Хуже всего с центральной частью. Дядина чистка на шаесских плавильнях еще жива в памяти, но Кишар всегда отличался вольнодумством. И по слухам, литейщики открыли цех. Если остался хоть кто-то, кто знает, как лить пушки, нам придется туго…»

– …восстановить справедливость! – Пришлый перешел на крик. – Гнев народа, искалеченного, изломанного, будет страшен! И не найдется того, кто устоит перед этим гневом.

Проклятье, с мысли сбил!

А мысль была не то чтобы важной, скорее интересной. Урфину хотелось ею поделиться.

– Народ уничтожит всех! И угнетателей. И приспешников… – Пришлый медленно повернулся к купцу и уставился на него немигающим взором. – Тех, кто, пользуясь безнаказанностью, тянул жилы из рабочих людей…

Купец поднялся, медленно и явно намереваясь ответить.

Рука пришлого скользнула под плащ.

Словом вооружен, значит, провокатор хренов.

– Милая, пригляди, будь добра.

Урфин решил, что драка этому месту на пользу не пойдет. И рыбаки – народ действительно полезный. Пусть ловят рыбу. Сушат. И везут в Шевич или в любой иной город. Там будет где хранить до поры до времени.

Чутье подсказывало, что когда это самое время наступит, то сушеная рыба придется весьма кстати.

– Посмотрите на него! – Пришлый был рад появлению добровольной жертвы. – На руки, которые никогда не знали тяжкого труда… на его одежду, которая стоит больше, чем каждый из вас за год зарабатывает. На его сытую харю…

– Заткнись! – Купец сжал кулаки, сдерживаясь из последних сил.

И ведь понимает, что нарочно его злят, а устоять не способен.

Знакомо.

Хорошо, что Урфин поумнел и научился себя сдерживать. Он и сейчас спокойно прошел мимо людей, которые сами расступались, пусть бы и по одежде, дорожной, запыленной, он не походил на лорда.

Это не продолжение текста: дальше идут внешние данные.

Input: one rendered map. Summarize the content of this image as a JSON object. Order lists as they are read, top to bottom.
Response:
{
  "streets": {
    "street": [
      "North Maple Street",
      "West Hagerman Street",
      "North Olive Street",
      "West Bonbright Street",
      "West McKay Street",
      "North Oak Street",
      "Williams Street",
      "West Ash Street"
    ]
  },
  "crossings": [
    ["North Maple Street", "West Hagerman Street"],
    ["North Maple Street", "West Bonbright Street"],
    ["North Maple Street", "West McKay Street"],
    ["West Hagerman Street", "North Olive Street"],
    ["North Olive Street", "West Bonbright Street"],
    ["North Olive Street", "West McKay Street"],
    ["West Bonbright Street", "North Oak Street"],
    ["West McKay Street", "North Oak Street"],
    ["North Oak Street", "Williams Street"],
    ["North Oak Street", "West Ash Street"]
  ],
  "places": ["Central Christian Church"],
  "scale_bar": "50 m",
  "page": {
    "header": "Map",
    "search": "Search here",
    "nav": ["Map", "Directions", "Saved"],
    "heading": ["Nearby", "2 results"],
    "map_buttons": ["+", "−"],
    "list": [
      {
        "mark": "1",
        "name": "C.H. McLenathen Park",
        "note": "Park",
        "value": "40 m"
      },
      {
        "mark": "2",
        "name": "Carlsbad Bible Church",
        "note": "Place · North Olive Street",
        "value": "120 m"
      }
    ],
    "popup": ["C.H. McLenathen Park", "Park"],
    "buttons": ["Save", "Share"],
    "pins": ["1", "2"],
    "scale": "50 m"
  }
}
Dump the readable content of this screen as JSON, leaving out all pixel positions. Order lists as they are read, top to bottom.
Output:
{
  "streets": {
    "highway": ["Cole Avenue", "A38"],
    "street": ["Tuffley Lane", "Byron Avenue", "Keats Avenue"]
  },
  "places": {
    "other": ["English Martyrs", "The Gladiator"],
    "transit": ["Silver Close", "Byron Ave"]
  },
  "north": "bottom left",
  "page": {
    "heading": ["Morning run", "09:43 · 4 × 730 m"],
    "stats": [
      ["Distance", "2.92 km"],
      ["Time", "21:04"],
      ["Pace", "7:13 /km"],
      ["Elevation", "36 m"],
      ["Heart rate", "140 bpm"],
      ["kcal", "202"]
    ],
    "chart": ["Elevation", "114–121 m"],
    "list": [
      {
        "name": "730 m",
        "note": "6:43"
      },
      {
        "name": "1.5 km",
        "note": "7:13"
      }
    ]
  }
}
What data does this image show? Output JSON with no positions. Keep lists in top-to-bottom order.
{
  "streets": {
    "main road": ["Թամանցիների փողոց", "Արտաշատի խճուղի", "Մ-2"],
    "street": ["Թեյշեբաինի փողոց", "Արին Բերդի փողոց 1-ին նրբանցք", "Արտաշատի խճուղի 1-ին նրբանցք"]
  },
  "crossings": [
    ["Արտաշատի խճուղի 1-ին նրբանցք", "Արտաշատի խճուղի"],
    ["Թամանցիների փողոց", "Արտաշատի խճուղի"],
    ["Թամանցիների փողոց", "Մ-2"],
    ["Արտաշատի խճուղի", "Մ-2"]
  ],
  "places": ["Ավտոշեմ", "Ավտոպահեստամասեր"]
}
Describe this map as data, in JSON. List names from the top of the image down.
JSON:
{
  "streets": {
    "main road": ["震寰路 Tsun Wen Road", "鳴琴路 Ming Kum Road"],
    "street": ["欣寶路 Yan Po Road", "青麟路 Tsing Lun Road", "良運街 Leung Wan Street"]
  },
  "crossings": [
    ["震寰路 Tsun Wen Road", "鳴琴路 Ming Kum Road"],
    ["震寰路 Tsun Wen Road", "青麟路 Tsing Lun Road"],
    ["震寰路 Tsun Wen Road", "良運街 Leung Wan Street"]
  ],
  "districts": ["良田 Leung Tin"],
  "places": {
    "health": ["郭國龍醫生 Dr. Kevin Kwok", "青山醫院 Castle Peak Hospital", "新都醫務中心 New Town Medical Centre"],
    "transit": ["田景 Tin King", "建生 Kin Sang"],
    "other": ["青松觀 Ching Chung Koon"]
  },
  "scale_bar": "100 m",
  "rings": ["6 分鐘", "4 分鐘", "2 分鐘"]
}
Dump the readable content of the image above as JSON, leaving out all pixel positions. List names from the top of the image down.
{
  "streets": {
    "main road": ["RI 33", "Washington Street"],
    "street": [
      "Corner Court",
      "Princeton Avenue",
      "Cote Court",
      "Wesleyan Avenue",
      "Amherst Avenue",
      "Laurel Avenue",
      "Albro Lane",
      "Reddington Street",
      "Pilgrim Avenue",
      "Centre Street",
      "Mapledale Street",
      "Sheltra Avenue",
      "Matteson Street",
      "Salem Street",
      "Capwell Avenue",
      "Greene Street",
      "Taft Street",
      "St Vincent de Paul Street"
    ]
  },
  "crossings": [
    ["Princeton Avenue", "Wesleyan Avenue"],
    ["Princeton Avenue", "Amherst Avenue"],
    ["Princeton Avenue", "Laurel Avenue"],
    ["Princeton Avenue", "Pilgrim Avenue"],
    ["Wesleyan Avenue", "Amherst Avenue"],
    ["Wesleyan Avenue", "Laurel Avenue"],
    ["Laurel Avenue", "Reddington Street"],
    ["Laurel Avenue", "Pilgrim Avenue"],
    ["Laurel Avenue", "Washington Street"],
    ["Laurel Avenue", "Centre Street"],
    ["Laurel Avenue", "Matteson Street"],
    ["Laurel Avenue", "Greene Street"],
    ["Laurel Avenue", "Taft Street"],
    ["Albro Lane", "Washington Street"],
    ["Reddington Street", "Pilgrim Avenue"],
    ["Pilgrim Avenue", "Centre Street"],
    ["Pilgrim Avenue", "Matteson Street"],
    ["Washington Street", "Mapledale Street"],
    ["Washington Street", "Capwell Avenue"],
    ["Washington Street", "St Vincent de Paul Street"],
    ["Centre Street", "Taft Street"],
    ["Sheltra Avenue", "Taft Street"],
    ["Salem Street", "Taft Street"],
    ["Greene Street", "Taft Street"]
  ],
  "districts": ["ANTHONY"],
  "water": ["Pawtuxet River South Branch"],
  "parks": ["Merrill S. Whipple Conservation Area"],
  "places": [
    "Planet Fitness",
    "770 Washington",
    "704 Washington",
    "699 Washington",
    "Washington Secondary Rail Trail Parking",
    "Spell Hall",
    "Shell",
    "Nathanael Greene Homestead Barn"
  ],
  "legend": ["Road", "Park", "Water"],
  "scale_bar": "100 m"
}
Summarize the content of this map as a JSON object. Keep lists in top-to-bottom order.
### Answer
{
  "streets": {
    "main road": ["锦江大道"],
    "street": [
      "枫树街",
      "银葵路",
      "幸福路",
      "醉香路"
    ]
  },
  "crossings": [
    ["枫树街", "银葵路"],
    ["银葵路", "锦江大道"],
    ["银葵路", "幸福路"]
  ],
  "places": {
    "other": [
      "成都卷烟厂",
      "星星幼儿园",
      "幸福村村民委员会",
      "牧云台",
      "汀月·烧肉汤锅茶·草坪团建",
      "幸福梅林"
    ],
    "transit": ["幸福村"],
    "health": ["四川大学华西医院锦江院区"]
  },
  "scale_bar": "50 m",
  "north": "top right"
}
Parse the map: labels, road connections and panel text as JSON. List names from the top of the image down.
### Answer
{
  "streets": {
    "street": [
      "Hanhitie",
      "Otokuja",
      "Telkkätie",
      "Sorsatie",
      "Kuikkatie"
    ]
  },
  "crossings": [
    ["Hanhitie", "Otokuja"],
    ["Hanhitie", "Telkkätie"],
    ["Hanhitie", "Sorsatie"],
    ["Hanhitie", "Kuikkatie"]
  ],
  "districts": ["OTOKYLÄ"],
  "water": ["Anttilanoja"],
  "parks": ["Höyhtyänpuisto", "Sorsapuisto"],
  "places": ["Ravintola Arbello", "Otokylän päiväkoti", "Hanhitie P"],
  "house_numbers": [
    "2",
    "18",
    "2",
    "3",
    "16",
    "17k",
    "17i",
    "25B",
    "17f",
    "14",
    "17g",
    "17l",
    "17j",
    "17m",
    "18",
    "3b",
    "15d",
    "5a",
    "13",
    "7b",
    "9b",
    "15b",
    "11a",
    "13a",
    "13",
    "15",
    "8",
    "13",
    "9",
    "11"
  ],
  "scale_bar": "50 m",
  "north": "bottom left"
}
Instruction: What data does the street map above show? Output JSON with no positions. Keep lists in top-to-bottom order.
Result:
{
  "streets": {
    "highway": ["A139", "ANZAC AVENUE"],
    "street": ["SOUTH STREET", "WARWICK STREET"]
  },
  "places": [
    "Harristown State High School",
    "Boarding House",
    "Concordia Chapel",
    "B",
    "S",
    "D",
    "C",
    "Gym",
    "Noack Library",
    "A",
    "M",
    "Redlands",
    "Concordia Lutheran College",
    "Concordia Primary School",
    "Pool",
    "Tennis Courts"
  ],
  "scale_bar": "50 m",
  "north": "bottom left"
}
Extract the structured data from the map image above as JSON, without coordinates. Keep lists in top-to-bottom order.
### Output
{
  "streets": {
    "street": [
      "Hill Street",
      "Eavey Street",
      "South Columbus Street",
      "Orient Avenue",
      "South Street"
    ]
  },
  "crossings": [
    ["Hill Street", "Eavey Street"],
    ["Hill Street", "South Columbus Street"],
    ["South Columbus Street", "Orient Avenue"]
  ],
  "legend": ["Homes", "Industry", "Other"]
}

Так, бродяга, которыми полны дороги.

Это если не присматриваться.

– Я бы советовал прислушаться к просьбе, – мягко произнес Урфин, оказавшись перед столом. Пришлый смотрел сверху вниз, с явной издевкой. И почему люди так быстро наглеют? – А еще слезть со стола. За ним едят, между прочим, а ты сапогами. Нехорошо.

Рыбаки не станут вмешиваться. Слышали небось, что с такими вот говорливыми происходит, и теперь, почуяв, что это может произойти прямо здесь, в их присутствии, поспешили вернуться к прерванным занятиям. Оно безопасней.

Это разозлило чужака.

И, пытаясь удержать за собой иллюзию победы, он спрыгнул на пол.

– Кто ты такой? – А в руке нож сверкает с небольшим, но аккуратным клинком, из тех, которые удобно носить тайно. Использовать тоже… воткнуть, к примеру, в бок случайному прохожему.

– Я – хозяин.

– Трактира?

– Этих земель. – Урфин перехватил руку и вывернул, не щадя, так, чтобы кости затрещали.

Чужака повесили на заднем дворе. Насколько Урфин мог судить, это огорчило лишь трактирщика, которому запрещено было снимать тело неделю: люди должны были видеть, что происходит с теми, кто подстрекает к бунту.

«…и, солнышко мое, я решил. В сентябре, когда жара спадет, а дожди еще не начнутся, мы отправляемся на выезд. Возьмем Долэг, Гавина… сама подумай, кто тебе еще нужен будет в дороге. Навестим несколько городов, в частности те, в которые я обещал вернуться… если выйдет, попадем на лошадиную ярмарку в Игрейне. Совершенно потрясающее мероприятие.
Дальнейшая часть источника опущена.